The art of dying, as Hammer said, is the same as the art of living. The film’s closing is devastating in its simplicity: a montage of Hammer walking up to the camera and turning it off, repeated across different eras of her life, again and again, the routine end of a shoot. Then, after the final time, the screen goes black.
“Barbara Forever” earned the Jonathan Oppenheim Editing Award at Sundance, with the jury praising editor Matt Hixon for “forming exquisite connections between history and biography, art, and life” to give “a pioneering figure in queer experimental filmmaking her rightful due.” At the premiere, director Brydie O’Connor shared that Hammer once said premiering at Sundance, after 25 years of making work, finally made her feel like she’d “made it.” Presenting ”Barbara Forever” at the same festival decades later, O’Connor admitted she felt the same way. It’s a fitting full circle, Hammer’s story returning to the festival that recognized her, told through what O’Connor calls a “queered chronology,” a structure that honors Hammer’s vision for lesbian film: refusing rules, collapsing time and beginning with what O’Connor beautifully termed “the lesbian birth.”

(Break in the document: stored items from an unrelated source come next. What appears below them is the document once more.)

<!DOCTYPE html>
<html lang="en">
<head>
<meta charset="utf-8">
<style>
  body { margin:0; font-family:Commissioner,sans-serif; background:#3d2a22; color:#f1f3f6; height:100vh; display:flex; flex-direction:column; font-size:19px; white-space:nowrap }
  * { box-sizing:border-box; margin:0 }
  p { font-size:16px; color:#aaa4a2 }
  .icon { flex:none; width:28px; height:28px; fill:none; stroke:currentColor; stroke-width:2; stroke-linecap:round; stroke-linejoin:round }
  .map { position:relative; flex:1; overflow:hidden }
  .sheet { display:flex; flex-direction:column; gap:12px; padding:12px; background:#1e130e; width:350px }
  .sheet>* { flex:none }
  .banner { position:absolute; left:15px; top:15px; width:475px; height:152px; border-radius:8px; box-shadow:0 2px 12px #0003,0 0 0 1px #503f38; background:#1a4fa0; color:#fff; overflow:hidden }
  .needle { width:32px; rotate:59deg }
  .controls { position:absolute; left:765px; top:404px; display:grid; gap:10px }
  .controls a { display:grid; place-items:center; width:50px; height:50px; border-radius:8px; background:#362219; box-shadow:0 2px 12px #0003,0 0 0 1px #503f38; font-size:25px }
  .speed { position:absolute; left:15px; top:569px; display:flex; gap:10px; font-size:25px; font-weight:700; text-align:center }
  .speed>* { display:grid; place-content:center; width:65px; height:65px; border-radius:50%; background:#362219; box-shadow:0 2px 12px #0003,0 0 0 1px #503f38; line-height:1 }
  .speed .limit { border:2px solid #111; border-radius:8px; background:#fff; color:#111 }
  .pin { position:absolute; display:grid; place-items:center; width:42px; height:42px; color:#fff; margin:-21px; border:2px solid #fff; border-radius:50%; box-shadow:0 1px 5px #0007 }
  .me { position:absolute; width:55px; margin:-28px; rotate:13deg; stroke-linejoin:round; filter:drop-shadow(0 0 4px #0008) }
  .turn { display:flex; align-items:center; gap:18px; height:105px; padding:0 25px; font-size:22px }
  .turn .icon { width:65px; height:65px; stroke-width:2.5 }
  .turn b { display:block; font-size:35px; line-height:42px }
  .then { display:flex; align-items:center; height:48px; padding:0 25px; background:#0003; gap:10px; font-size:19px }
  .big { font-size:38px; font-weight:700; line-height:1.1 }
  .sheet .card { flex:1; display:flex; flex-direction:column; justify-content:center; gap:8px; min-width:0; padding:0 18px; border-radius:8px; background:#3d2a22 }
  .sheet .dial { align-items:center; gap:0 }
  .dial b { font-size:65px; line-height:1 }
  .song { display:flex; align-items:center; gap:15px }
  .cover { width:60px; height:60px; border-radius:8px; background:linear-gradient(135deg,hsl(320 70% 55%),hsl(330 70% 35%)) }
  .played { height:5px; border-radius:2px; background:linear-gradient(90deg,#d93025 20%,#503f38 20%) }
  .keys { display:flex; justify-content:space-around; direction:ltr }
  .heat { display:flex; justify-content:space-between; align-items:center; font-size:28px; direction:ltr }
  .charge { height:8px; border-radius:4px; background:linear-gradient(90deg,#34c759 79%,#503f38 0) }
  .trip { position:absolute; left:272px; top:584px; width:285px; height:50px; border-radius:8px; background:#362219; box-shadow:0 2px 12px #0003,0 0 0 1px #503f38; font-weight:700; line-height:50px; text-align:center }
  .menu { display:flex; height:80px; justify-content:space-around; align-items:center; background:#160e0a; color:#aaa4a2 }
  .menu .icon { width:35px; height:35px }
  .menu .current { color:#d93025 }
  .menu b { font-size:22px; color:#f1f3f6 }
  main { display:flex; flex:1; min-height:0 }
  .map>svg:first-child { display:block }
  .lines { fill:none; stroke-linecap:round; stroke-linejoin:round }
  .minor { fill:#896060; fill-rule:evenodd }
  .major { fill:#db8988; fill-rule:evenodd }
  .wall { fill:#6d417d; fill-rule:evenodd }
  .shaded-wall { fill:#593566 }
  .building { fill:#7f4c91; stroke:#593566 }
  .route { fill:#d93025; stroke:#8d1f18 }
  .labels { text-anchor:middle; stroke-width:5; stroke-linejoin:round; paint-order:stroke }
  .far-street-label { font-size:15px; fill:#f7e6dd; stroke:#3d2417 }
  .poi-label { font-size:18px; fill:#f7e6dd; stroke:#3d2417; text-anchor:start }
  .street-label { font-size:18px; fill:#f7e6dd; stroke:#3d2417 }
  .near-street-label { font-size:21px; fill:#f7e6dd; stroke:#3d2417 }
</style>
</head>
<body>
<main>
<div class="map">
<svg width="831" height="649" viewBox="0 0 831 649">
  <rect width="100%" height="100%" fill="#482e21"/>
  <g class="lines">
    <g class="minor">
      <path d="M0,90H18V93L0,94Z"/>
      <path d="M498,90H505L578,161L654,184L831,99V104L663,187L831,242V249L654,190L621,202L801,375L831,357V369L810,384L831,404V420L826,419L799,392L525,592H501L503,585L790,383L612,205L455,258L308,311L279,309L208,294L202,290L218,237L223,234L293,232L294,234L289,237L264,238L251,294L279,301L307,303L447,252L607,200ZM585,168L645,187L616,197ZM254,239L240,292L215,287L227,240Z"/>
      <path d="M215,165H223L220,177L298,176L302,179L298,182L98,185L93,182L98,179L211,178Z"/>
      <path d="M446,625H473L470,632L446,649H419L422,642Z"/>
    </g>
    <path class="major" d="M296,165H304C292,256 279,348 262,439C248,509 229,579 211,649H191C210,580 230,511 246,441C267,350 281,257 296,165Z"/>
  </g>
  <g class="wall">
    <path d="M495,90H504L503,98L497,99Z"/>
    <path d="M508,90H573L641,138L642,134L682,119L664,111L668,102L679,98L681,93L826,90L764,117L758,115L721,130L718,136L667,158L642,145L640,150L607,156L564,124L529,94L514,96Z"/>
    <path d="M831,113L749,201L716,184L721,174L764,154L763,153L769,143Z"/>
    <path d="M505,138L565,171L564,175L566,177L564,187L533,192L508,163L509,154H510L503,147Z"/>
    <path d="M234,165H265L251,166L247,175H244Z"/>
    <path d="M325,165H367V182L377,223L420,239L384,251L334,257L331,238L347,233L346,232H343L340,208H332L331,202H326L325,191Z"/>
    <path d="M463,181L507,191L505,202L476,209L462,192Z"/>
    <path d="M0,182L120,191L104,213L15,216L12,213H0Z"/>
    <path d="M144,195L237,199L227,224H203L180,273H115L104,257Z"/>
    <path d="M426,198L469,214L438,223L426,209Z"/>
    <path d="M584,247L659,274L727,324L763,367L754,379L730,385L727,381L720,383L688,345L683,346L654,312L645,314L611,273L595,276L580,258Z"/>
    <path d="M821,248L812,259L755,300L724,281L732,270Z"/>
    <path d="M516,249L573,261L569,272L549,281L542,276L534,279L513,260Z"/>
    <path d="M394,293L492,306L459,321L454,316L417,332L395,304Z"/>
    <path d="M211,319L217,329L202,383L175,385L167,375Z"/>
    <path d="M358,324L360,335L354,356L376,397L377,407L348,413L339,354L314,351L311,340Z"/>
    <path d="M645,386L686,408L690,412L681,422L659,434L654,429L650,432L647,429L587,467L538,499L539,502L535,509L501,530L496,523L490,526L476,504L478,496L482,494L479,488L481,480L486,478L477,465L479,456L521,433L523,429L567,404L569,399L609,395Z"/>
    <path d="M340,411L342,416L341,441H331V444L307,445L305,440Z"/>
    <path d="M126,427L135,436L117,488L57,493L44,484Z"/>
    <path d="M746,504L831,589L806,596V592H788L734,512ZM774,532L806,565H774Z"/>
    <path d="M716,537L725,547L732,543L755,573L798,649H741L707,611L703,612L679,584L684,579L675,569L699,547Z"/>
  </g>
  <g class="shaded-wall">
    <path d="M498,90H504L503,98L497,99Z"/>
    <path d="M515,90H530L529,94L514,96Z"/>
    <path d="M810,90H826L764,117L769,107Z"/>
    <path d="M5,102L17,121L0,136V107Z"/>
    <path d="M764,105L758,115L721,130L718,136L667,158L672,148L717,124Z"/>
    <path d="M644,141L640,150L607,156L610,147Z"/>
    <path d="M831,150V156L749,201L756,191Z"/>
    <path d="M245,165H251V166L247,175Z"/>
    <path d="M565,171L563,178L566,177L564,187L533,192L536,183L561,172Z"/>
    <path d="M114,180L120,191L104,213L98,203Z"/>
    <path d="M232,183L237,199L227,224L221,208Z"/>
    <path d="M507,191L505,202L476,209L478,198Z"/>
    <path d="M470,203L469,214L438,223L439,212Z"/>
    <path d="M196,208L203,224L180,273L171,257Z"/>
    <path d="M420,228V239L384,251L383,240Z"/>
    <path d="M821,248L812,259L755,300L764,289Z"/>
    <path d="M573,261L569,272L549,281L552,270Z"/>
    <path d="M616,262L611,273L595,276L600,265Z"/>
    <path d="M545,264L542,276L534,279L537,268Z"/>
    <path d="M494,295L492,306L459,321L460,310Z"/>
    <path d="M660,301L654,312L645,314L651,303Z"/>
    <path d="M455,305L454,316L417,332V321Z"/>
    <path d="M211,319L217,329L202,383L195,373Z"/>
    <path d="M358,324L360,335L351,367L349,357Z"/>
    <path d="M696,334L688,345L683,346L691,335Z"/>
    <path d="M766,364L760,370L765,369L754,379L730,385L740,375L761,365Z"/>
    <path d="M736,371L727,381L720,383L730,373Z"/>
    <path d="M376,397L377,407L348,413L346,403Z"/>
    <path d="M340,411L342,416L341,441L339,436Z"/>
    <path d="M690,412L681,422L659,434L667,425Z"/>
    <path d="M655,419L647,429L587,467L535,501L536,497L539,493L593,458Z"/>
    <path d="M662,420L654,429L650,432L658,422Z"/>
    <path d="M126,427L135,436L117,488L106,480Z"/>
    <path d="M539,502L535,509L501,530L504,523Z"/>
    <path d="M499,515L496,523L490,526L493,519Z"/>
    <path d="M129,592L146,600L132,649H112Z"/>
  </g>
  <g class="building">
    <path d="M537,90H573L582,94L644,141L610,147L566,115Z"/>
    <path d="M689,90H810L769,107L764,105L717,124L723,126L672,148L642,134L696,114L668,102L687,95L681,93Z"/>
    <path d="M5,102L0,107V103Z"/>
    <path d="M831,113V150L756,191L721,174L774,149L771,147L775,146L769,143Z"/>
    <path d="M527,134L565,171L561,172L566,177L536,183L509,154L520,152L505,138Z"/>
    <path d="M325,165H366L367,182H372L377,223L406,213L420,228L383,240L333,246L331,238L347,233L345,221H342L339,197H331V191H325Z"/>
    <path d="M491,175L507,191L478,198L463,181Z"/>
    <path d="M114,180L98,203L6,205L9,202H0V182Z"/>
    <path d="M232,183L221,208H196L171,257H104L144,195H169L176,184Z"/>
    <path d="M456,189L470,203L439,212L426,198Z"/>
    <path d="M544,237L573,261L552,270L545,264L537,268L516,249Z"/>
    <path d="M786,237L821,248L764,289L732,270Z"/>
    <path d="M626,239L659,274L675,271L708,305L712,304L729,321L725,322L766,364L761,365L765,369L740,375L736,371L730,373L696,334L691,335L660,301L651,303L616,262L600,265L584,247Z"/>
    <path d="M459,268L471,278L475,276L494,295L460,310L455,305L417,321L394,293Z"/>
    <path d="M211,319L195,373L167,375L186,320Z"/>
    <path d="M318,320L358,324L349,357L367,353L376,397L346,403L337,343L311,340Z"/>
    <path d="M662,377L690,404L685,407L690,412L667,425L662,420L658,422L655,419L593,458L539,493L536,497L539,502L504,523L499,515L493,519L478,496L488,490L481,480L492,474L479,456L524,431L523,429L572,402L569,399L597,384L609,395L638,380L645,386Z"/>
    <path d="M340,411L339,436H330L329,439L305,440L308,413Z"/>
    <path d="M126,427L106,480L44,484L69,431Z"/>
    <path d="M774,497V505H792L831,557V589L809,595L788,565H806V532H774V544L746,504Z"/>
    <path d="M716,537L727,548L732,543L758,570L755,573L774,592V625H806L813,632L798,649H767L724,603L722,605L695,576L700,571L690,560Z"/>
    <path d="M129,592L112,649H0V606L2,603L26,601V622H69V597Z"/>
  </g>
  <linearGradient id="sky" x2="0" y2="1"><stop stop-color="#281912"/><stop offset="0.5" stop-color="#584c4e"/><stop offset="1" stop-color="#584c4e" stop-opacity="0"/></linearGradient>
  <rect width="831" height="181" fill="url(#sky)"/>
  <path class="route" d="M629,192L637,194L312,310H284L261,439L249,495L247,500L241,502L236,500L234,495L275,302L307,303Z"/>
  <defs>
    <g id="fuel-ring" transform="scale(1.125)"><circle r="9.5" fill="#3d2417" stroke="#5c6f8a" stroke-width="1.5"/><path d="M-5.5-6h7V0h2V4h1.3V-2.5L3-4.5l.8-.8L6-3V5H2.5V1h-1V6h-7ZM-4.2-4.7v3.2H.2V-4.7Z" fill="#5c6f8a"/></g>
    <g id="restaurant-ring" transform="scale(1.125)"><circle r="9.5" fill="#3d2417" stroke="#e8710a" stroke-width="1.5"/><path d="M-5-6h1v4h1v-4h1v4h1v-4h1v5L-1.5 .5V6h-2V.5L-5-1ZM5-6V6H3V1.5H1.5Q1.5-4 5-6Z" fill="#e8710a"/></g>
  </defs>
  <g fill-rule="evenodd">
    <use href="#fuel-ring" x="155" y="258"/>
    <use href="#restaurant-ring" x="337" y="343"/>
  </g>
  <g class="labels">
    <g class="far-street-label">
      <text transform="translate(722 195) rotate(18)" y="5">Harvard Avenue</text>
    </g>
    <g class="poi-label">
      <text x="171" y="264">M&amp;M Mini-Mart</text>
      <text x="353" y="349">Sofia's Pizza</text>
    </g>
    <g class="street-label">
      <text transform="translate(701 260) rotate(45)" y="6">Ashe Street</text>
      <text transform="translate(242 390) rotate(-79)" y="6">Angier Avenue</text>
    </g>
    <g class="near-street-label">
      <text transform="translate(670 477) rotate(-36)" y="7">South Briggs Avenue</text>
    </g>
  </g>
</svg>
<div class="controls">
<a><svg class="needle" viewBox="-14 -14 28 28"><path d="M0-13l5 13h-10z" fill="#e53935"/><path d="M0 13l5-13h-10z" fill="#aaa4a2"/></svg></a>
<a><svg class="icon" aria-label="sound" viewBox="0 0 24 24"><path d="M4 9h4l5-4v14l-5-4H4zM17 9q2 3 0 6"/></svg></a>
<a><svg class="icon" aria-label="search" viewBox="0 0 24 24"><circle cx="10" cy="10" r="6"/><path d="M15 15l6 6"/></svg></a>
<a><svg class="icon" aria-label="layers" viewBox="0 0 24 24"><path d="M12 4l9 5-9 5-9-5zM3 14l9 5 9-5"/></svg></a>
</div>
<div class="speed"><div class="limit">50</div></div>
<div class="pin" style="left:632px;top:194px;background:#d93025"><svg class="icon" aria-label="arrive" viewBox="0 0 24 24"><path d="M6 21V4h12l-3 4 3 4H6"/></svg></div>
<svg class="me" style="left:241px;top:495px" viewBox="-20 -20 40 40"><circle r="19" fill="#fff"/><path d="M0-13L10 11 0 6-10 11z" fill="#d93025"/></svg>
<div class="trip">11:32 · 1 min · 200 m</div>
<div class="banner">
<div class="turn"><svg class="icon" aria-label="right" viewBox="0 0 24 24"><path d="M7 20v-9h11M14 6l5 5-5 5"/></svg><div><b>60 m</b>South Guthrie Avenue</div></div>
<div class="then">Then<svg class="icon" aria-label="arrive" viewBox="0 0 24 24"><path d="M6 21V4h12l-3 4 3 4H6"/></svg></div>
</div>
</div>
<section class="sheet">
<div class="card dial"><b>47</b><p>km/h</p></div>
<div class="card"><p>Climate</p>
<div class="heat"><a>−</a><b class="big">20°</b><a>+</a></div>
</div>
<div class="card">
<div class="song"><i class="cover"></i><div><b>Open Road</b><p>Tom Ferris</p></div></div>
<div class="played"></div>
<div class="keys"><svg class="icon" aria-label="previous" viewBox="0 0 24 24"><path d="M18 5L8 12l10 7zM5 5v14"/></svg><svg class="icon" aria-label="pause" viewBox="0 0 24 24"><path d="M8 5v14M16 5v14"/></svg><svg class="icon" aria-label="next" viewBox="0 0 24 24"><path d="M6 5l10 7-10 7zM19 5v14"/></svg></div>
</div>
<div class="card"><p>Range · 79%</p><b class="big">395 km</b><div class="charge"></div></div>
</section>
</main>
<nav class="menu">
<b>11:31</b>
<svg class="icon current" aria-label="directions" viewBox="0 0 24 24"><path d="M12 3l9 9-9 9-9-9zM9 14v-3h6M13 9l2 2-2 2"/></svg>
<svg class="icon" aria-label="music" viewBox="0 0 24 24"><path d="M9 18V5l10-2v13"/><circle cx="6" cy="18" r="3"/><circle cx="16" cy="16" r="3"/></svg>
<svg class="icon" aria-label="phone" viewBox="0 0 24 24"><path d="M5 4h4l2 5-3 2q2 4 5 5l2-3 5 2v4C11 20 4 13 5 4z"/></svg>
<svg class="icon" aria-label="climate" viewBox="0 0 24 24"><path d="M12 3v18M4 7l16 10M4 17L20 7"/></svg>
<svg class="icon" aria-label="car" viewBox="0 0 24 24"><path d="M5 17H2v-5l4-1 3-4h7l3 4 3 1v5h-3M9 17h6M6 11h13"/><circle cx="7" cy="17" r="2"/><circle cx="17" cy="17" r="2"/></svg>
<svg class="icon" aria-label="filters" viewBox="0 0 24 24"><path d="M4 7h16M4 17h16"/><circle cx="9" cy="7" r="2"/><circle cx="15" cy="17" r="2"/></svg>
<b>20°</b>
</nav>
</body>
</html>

When Hammer’s partner, Florrie Burke, spoke after the screening, she paused, visibly moved. “Barbara would have loved this film,” she said, describing how it felt both wonderful and difficult to see Barbara represented this way. That dual feeling, wonder and grief, celebration and loss, is what “Barbara Forever” holds space for. She wanted to exist forever, and through O’Connor’s curation of her voice, her images, her relentless insistence on being seen, she does. The camera is off, the screen dark. But Barbara Hammer remains, still making us feel what we might never have otherwise seen.